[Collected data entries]
◇ ◇ ◇ ◇

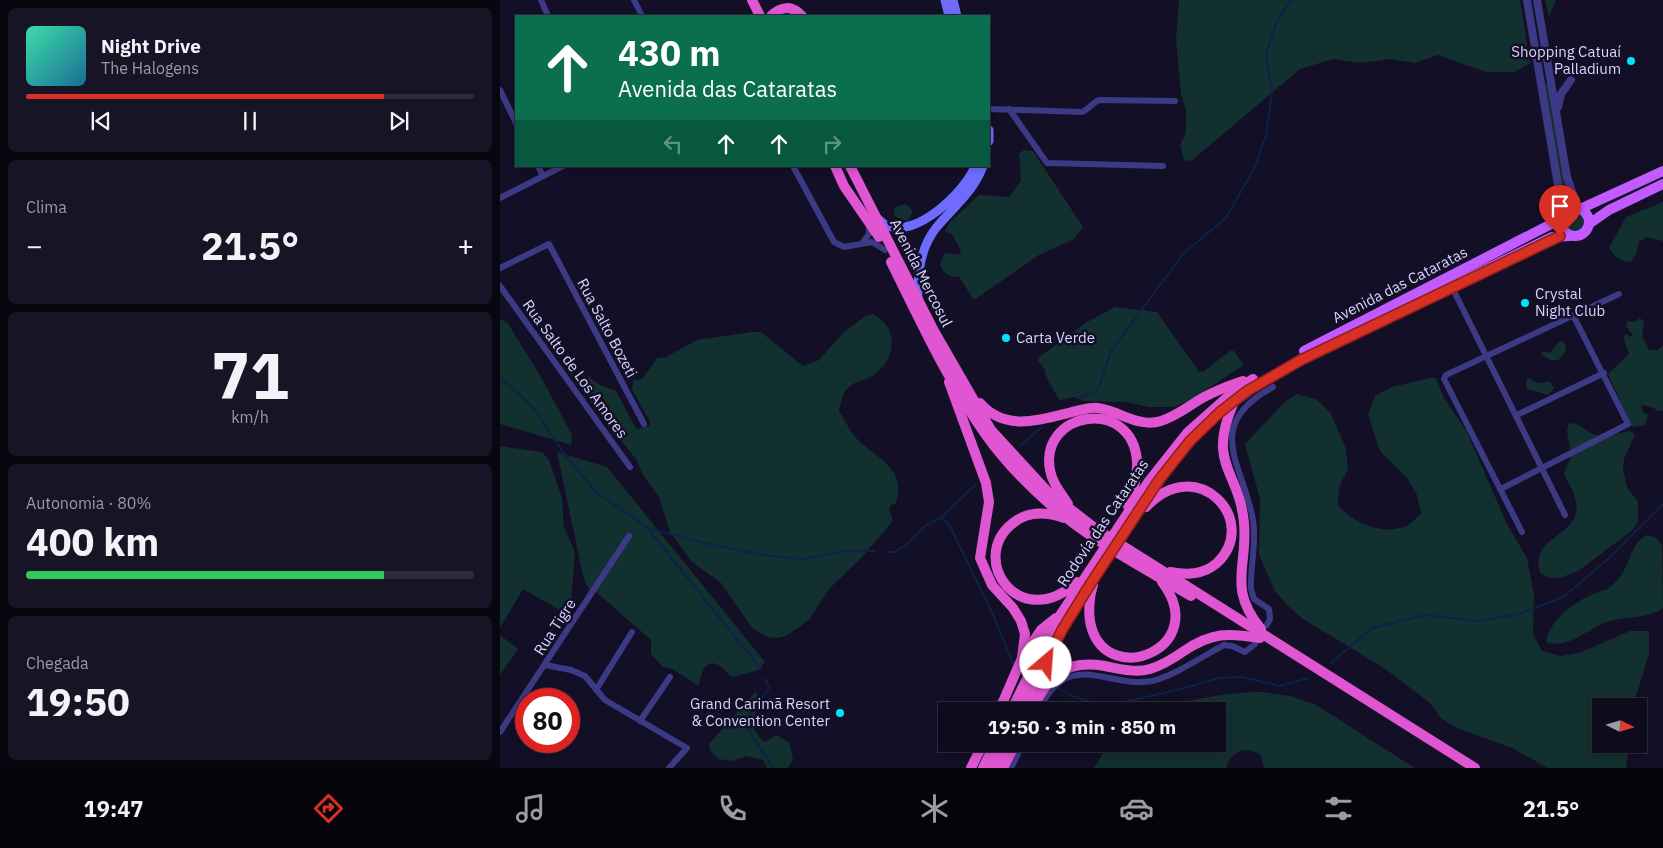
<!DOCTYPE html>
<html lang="pt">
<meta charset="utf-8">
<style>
body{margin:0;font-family:"IBM Plex Sans",sans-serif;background:#171425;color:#f1f3f6;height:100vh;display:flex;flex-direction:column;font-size:19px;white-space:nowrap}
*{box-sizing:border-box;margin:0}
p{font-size:16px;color:#9b9ba3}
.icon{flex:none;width:28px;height:28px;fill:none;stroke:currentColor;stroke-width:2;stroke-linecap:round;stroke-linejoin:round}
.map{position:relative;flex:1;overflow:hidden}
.drawer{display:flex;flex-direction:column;gap:8px;padding:8px;background:#08060f;width:500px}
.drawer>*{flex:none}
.banner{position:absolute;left:15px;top:15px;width:475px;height:152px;border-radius:0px;box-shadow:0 2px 8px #0003,0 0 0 1px #2e2b3b;background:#0b6e4f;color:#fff;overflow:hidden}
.needle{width:32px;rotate:95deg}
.tools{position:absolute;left:1092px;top:698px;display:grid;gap:10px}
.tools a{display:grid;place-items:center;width:55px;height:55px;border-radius:0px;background:#0e0b1c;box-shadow:0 2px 8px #0003,0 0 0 1px #2e2b3b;font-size:25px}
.speed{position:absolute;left:15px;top:688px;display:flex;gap:10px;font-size:25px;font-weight:700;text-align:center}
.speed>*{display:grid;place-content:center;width:65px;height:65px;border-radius:50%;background:#0e0b1c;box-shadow:0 2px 8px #0003,0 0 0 1px #2e2b3b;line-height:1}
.speed .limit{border:8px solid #d22;background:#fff;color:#111}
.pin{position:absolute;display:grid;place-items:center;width:42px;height:42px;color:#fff;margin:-51px -21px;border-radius:50% 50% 50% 0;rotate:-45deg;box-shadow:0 0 5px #0007}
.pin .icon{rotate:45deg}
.me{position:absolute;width:55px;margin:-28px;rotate:27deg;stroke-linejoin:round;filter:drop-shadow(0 0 4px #0008)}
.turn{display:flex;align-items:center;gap:18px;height:105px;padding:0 20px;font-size:22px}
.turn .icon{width:65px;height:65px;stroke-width:2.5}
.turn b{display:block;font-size:35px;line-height:42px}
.lanes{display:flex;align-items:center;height:48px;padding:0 20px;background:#0003;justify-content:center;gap:25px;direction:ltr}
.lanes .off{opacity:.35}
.big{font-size:38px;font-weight:700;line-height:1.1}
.drawer .tile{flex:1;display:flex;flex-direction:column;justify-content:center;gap:8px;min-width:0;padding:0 18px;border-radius:8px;background:#171425}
.drawer .dial{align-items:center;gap:0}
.dial b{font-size:65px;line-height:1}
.song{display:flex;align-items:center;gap:15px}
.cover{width:60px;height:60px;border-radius:8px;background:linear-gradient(135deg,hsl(160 70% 55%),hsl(200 70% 35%))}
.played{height:5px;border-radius:2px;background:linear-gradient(90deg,#d93025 80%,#2e2b3b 80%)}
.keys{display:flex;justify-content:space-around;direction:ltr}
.heat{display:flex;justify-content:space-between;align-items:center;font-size:28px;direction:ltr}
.charge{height:8px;border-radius:4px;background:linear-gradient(90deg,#34c759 80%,#2e2b3b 0)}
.trip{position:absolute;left:438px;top:702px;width:288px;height:50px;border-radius:0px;background:#0e0b1c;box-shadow:0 2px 8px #0003,0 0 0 1px #2e2b3b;font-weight:700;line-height:50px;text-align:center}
.tab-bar{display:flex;height:80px;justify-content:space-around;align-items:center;background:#06040b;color:#9b9ba3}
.tab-bar .icon{width:35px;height:35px}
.tab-bar .active{color:#d93025}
.tab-bar b{font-size:22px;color:#f1f3f6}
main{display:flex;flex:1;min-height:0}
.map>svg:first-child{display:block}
.green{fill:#12302f}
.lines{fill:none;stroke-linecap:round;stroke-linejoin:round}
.stream{stroke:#0c2248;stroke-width:2}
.minor{stroke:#3d3a85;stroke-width:6}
.tertiary{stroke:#3d3a85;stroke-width:8}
.secondary{stroke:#6f6bff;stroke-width:9}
.primary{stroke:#c25bff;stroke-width:10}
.trunk{stroke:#e055d1;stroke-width:10}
.route-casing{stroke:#8d1f18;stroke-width:12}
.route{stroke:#d93025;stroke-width:9}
.poi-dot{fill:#00e5ff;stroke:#130f26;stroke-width:2}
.labels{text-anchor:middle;stroke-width:5;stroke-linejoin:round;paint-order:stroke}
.poi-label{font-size:15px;fill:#d9d4ff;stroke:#130f26;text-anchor:end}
.street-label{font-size:15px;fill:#d9d4ff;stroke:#130f26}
</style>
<main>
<section class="drawer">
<div class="tile">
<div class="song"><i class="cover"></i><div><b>Night Drive</b><p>The Halogens</p></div></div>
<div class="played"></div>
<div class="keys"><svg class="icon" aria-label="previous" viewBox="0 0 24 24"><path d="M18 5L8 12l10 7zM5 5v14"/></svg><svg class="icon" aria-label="pause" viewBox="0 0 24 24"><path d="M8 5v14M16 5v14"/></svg><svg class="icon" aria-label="next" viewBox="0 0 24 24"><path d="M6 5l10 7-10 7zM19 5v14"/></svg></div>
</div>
<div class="tile"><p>Clima</p>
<div class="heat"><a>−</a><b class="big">21.5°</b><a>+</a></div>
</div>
<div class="tile dial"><b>71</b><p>km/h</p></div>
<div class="tile"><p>Autonomia · 80%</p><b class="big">400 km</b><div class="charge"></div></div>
<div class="tile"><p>Chegada</p><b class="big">19:50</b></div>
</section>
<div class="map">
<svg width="1163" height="768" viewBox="0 0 1163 768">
<rect width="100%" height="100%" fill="#130f26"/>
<!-- green -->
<g class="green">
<polygon points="679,0 1020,0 1030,63 1015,72 986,72 938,55 915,63 890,59 861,63 833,59 800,69 691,161 684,160 680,145 686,133 686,110 681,95 676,39"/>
<polygon points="1045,0 1056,0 1049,17"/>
<polygon points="1044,83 1049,84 1066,187 1074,203 1064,209"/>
<path d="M524,150l9,1 50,76 -9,12 -35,16 -65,45 -15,-23c-10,0 -15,-3 -19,-12l4,-12 15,2 2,-4 -9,-17 -7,-3 5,-9 29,-27 30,2 12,-16 -2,-27z"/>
<path d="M1163,202v39l-16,-4 -8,4 -3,13 -5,8c-10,0 -17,-5 -22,-14l17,-31z"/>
<polygon points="406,204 413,211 408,222 394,216 395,207"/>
<circle cx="1075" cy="222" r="10"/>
<polygon points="615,307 657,312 699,372 704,371 730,351 734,351 744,365 687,402 673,407 649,407 626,402 584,401 574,397 559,400 545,374 545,370 538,361 539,357 587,322"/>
<path d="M372,314c27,12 25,44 3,60 -8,6 -18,7 -25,12 -8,6 -9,16 -11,25 6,9 12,23 20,30 21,19 47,28 37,62l-5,2 -2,4 4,12 -31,36 -33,32 -20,31 -23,16 -10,2 -9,-1 -15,-9 -31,-45 -29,-21 -22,-30 -11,-35 -16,-22 -7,-16 -45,-56 -7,-17 4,-10 12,9 16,6 18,34 3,4 13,-3v-4l-18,-33 1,-9 9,-1 15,-21 9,-1 31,-17 55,-8h9l42,34 16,-6 24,-27 21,-16z"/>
<polygon points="1140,318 1144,322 1142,336 1149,350 1158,350 1163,345 1163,411 1158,411 1152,407 1141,405 1143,413 1148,415 1145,425 1132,427 1108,374 1129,354 1123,336 1127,334 1130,337 1133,335 1126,326 1127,321 1134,322"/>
<polygon points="0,319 7,322 41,377 72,435 71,445 0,424"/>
<polygon points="1062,341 1066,344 1065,353 1058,360 1050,360 1042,355 1042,351 1050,353 1058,343"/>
<path d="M930,378h6l8,20 22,32 41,94 20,34 7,37 -1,39 9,17 19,5 18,-3 51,-22h19v23l-16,52h-32v38h28l-3,24h-78l-36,-20 -55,-20 -16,-10 -11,-15 -46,-35 -81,-49 -15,-13 -13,-15 -16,-36 1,-56 -15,-55 39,-41 13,-9 19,5 14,13 16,37 2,20 -9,18 -1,19c17,17 43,30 68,20 5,-2 11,-9 15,-12l-4,-19 -10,-17 -27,-27 -12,-37 7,-18 17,-9z"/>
<polygon points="1029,378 1037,383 1050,382 1054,388 1048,395 1027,389 1026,380"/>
<path d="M1069,423c13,1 14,7 24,11 11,4 26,-1 36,-3l6,3 -11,25 -1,10 4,18 11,15v19l-5,9 -55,41 -18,7h-10l-9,-4c-16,-40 46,-36 34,-76 -2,-9 -8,-16 -11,-25l7,-17 -4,-25z"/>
<polygon points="0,446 35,451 43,453 49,460 62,498 64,527 75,552 70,616 23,589 0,628"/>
<path d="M57,452l50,15 158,195 -6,8 -26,7c-6,-3 -8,-8 -13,-11 -15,-10 -20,10 -21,20l-27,-17 -9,-2 -12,-13v-14l-56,-49 -7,-3 -5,-12z"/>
<path d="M1146,535l9,2 7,8 1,63c-15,11 -35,8 -53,13 -22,6 -39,29 -64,21 3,-20 25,-38 43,-46 6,-3 15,-5 21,-9 21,-15 17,-40 36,-52z"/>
<polygon points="0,635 18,649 0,675"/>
<path d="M256,691c7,18 -15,34 9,51l11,-7 13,7 4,17 -5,9h-21l-4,-8 -17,-4 -13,5 -15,-2 -8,-9 -1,-6z"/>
<path d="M762,692l28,4 26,9 99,63h-151l-3,-13c-15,-9 -29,-5 -35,13h-132l15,-24h107v-33h-58c23,-12 77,-19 104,-19z"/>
</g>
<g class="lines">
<!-- stream -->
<g class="stream">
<polyline points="0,377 33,407 65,455 96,492 148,528 204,543 263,555 303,559 344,551 374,551"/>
<polyline points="579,397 594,393 599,387 611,351 683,254 726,218 755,167 766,135 772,93 766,53 778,19 791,0"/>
<polyline points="520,446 543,426"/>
<polyline points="442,517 451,528 494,617 513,664"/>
<polyline points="148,529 261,669"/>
<polyline points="386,552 395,552 407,544 425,526 442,517 476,484"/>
<polyline points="831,663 872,628 925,615 978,621 1019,614 1063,597 1106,561 1163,504"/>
<polyline points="265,678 269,688 244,723 273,768"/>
<polyline points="558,688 570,695 599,705 615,704 681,689 719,678 742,677 779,686 809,678"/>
</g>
<!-- minor -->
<g class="minor">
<polyline points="41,0 48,16"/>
<polyline points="134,0 142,16"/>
<polyline points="0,90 16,123"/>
<path d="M489,109l93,3c7,-3 10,-9 17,-12l76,1"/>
<polyline points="509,109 547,163 663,166"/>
<polyline points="38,166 43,176"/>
<polyline points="293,166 334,242 344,247 372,242 385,250"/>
<polyline points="0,198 63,166"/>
<polyline points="362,243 369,234 369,225"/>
<polyline points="0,268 49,244 144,424"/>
<polyline points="0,286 130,467"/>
<polyline points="952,287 1065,515"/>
<polyline points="1017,415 1104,373"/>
<polyline points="1001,489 1128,424 1073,315"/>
<polyline points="1022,532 944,379 946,375 1119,294"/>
<path d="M767,625l3,-6 -1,-10 -15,-10 -3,-10c-1,-23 6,-46 2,-69 -9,-55 -52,-94 20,-133"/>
<polyline points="45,665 71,670 85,676 105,700 187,748 169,768"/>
<polyline points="96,690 132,632"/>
<polyline points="479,711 487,710 502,701"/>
<path d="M538,711c32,-65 68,-22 114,-30 22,-5 51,-25 72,-36l8,1 13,6 10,-8"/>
<polyline points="140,721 170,677"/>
<polyline points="0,732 129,536"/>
<polyline points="511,768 523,744"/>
</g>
<!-- tertiary -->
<g class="tertiary">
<polyline points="1027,0 1063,215"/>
<polyline points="1037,0 1067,177 1078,208"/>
<polyline points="1058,107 1061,94 1071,80"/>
</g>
<!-- secondary -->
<g class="secondary">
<polyline points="445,0 449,16"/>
<polyline points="453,0 457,16"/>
<polyline points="489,130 489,141"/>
<path d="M377,218c3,2 6,6 9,7 29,15 80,-34 89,-59"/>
<path d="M418,299c-1,-25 2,-51 18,-71 17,-21 37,-35 47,-62"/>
</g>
<!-- primary -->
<g class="primary">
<circle cx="1075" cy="222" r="14"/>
<polyline points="1080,209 1163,171"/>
<polyline points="1089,224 1109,210 1163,184"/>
<polyline points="804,351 1061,219"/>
<polyline points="757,385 801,359 1052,237 1070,236"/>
</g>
<!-- trunk -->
<g class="trunk">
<polyline points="252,0 260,16"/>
<path d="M271,16c10,-10 21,-11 31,0"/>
<polyline points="335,166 344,186 379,237"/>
<polyline points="350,166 434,331 491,430 547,491 596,529 975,768"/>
<path d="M391,262c28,56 58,122 95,173 19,27 43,51 67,72 42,36 91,61 138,89"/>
<polyline points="449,382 486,483 489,502 480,558 492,585 513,608 521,621 525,634 522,658 499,711"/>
<path d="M734,402c-28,63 5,67 10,121 4,44 -17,65 17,106"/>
<path d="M480,403c25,29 61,17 92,9 9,-2 18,-5 26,-4 22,3 40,20 63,13 16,-5 29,-16 43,-24 12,-6 26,-12 39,-16"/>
<path d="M568,504c-7,-11 -16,-21 -18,-34 -11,-59 82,-74 87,-9 1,15 -4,30 -9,45"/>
<path d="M646,507c51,-55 115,14 71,56 -14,12 -30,12 -47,9"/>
<path d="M564,518c-17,-6 -36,-7 -51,5 -46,36 7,111 64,59"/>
<path d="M593,585c-4,12 -5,29 -2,41 17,64 121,21 71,-44"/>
<polyline points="523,656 541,630 556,618"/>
<polyline points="511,711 553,626 649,481 687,433 732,393 753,379"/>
<polyline points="521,711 562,630 601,568 675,458 710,420 757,385"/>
<path d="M531,711c17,-34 32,-52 74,-45 15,3 30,7 45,3 13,-4 24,-11 34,-18 28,-19 44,-18 76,-13"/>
<polyline points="471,768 483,744"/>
<polyline points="483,768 495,744"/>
<polyline points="493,768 505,744"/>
<polyline points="503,768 515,744"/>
</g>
</g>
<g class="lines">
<!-- route casing -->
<g class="route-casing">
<polyline id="route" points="546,663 562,630 591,583 659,480 690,441 720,412 747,391 801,360 1060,236"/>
</g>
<!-- route -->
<use href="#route" class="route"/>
</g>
<!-- markers -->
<g class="poi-dot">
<circle cx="1131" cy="61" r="5"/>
<circle cx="1025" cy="303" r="5"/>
<circle cx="506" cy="338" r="5"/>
<circle cx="340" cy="713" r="5"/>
</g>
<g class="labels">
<!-- poi labels -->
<g class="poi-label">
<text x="1121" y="57">Shopping Catuaí<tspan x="1121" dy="17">Palladium</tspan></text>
<text x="1035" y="299" text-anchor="start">Crystal<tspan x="1035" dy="17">Night Club</tspan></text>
<text x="516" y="343" text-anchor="start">Carta Verde</text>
<text x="330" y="709">Grand Carimã Resort<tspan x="330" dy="17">&amp; Convention Center</tspan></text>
</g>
<!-- street labels -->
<g class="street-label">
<text transform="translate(421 273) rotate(63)" y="5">Avenida Mercosul</text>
<text transform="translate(900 285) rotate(-27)" y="5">Avenida das Cataratas</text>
<text transform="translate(107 328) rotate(62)" y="5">Rua Salto Bozeti</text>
<text transform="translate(75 369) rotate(54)" y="5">Rua Salto de Los Amores</text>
<text transform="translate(603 523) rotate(-56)" y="5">Rodovía das Cataratas</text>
<text transform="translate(55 627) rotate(-57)" y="5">Rua Tigre</text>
</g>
</g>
</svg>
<div class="tools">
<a><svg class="needle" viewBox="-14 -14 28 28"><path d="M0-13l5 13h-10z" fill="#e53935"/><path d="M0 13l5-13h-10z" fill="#9b9ba3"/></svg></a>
</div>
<div class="speed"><div class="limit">80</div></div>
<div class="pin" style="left:1060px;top:236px;background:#d93025"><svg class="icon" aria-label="arrive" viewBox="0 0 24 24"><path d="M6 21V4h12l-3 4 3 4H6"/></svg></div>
<svg class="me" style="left:546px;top:663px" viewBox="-20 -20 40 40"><circle r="19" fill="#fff"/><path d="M0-13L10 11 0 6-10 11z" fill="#d93025"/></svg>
<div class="trip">19:50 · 3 min · 850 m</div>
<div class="banner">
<div class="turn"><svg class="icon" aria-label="ahead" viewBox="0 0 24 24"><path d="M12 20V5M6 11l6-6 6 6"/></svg><div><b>430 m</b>Avenida das Cataratas</div></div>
<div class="lanes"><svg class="icon off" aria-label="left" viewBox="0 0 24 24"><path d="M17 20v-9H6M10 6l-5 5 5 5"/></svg><svg class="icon" aria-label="ahead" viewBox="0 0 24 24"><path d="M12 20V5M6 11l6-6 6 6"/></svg><svg class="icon" aria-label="ahead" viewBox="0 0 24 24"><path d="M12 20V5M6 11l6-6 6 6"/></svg><svg class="icon off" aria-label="right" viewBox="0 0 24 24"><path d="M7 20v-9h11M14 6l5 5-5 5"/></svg></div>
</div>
</div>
</main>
<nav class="tab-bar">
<b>19:47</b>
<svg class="icon active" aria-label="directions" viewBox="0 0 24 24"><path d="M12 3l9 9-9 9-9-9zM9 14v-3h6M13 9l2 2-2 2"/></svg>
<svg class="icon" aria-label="music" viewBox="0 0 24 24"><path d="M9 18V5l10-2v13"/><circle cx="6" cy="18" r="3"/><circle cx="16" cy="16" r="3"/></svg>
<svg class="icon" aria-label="phone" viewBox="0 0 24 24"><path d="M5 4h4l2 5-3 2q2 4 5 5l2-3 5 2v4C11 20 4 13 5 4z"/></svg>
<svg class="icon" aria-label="climate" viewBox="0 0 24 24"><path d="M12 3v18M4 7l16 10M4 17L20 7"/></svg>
<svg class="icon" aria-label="car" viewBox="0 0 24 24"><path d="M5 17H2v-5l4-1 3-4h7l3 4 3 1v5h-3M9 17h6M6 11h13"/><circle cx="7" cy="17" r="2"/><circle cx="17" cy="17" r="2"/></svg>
<svg class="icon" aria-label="filters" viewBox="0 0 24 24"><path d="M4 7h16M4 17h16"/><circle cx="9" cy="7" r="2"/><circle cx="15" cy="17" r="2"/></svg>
<b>21.5°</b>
</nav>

◇ ◇ ◇ ◇

*Exercise*. In the entries above, please find the line with "<b>19:47</b>" and the line with "4h4l2 5-3 2q2", then write out exactly those two lines and every line between them, and nothing more.

*Answer*.
<b>19:47</b>
<svg class="icon active" aria-label="directions" viewBox="0 0 24 24"><path d="M12 3l9 9-9 9-9-9zM9 14v-3h6M13 9l2 2-2 2"/></svg>
<svg class="icon" aria-label="music" viewBox="0 0 24 24"><path d="M9 18V5l10-2v13"/><circle cx="6" cy="18" r="3"/><circle cx="16" cy="16" r="3"/></svg>
<svg class="icon" aria-label="phone" viewBox="0 0 24 24"><path d="M5 4h4l2 5-3 2q2 4 5 5l2-3 5 2v4C11 20 4 13 5 4z"/></svg>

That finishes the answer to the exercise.